The evidence for the plaintiff shows without dispute that it has approximately 2,000 miles of electric light and power lines in nine counties serving about 12,200 members; its home office is in the City of Reynolds. Its employees consist of 76 persons, including the 24 persons employed in the Reynolds office. In charge of its office and the corporation’s activities in the area it serves, is a manager who is required to live in Reynolds. In 1949, due to the fact that there were no suitable houses in *282Reynolds where its manager could live, and since there were no motels or hotels in Reynolds where agents of the Federal Government or persons having business with the corporation could stay, the corporation built a six-room dwelling house in Reynolds, two blocks from its office building. One bedroom and a bath are set apart for use by persons who come to Reynolds having official business with the company. This house is rented to the manager who pays the corporation $75 a month rent. It is also used as a meeting place for the directors of the corporation. There is a telephone line from the home office to the dwelling, and the switchboard in the office is so arranged that telephone calls are relayed to the dwelling house when the office is closed. Any trouble on lines or complaints of customers come mostly by telephone. To supervise properly the supplying of electric light and power to its members, it is necessary that the manager reside near the corporation’s office, and this requires the manager to be subject to call day and night. The monthly rent goes into the operations expense account of the corporation and it does not operate for profit.
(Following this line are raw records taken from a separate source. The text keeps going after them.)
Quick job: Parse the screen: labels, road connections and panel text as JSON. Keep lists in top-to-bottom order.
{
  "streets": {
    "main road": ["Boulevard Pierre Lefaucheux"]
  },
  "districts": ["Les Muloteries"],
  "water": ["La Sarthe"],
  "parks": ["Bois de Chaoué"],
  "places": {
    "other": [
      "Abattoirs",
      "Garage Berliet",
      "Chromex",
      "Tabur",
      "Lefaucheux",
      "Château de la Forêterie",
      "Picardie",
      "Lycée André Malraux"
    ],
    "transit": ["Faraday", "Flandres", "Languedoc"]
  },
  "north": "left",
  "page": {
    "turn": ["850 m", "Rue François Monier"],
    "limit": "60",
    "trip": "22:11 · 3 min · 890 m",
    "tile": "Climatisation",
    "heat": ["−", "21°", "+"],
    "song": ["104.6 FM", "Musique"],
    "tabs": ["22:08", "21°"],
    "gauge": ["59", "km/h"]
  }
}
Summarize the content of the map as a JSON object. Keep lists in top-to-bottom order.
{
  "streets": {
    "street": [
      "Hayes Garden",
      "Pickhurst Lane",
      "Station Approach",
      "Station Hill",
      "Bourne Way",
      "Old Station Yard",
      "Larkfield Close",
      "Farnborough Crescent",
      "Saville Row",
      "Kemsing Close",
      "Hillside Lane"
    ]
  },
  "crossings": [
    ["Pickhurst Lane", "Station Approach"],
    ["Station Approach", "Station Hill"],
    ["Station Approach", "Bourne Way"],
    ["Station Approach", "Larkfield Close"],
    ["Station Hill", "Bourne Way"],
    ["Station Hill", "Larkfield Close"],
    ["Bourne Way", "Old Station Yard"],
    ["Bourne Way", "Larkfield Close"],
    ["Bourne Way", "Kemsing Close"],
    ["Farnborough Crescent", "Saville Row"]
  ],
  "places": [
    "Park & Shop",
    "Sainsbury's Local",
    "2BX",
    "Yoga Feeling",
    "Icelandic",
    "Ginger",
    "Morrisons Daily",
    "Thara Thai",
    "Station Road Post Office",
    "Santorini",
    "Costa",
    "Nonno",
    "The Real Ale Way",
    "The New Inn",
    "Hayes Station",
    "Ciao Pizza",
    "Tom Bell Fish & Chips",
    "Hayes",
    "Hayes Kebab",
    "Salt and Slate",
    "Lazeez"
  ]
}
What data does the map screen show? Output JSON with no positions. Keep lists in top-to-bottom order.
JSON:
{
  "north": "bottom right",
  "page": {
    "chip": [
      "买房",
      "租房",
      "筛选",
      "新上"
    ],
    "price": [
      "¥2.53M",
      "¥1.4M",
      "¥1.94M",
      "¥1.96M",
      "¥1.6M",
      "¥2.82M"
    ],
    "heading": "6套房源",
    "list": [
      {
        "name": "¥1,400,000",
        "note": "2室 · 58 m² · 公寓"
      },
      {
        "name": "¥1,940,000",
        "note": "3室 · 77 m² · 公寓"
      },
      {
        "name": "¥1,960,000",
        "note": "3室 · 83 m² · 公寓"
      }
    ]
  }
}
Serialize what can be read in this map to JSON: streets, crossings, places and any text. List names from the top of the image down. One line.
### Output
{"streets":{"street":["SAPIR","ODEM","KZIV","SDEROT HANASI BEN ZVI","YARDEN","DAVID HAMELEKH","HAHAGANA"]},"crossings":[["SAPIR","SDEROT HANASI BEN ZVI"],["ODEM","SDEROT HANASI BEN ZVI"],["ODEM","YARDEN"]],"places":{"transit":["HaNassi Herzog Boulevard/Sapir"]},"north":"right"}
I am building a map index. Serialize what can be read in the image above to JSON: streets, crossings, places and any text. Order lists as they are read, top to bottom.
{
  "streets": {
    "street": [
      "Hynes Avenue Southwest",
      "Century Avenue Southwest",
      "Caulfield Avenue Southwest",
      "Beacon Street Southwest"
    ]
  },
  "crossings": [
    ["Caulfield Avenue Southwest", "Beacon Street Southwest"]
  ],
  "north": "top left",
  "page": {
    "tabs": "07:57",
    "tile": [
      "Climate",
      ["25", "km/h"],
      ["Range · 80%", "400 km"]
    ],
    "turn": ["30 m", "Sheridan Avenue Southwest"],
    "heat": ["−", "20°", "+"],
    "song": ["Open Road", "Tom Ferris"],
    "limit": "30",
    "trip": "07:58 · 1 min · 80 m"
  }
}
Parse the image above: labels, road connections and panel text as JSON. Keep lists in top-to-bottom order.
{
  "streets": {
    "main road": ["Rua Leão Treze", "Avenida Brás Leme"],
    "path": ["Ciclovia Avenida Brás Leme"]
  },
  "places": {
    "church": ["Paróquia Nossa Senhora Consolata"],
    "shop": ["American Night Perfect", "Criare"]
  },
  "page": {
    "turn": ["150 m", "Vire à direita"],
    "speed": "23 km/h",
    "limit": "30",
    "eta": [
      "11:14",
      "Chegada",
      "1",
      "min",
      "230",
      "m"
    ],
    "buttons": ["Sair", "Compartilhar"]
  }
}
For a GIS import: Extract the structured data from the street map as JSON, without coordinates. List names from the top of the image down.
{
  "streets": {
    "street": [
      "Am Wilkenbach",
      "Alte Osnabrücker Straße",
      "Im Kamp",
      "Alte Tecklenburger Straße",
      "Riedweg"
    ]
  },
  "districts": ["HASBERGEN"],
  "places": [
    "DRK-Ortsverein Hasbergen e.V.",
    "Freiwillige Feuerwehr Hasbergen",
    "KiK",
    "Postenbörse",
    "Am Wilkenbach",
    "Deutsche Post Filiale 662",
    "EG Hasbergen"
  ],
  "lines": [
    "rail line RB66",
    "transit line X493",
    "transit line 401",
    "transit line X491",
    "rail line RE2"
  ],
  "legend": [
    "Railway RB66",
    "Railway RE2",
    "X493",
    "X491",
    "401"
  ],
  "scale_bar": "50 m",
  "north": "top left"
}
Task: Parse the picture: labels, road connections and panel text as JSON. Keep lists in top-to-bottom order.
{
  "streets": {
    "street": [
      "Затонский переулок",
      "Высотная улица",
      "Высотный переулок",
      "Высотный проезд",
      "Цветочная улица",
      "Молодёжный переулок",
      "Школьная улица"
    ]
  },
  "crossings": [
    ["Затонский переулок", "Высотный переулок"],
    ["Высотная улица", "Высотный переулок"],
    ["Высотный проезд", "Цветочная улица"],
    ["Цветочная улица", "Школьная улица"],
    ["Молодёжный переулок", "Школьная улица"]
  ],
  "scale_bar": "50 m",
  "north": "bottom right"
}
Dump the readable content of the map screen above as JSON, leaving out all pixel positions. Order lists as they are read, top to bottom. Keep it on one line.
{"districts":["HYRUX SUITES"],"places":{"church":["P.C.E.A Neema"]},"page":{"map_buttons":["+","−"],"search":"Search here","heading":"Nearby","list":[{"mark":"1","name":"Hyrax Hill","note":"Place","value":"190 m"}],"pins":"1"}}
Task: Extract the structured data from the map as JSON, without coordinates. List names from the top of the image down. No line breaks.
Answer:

Paragraph 4 of section 1 of article 7 of the Constitution of 1945 authorizes the General Assembly to exempt from taxation until December 31, 1961, all the real and personal property owned or held by Electric Membership Corporations organized under the act of 1937 (Ga. L. 1937, p. 644) for the purpose provided in said act. This exemption was granted by the General Assembly in 1946 by an amendment to the act of 1937 (Ga. L. 1946, pp. 12, 14). Section 3 of the act of 1937 provided that a membership corporation, co-operative and non-profit, could be organized for the purpose of engaging in rural electrification by furnishing electric energy, wiring facilities, electrical or plumbing-equipment or services to any member. Section 4 of this act empowered the corporation to own, hold and maintain buildings, works, equipment or apparatus “convenient or useful.”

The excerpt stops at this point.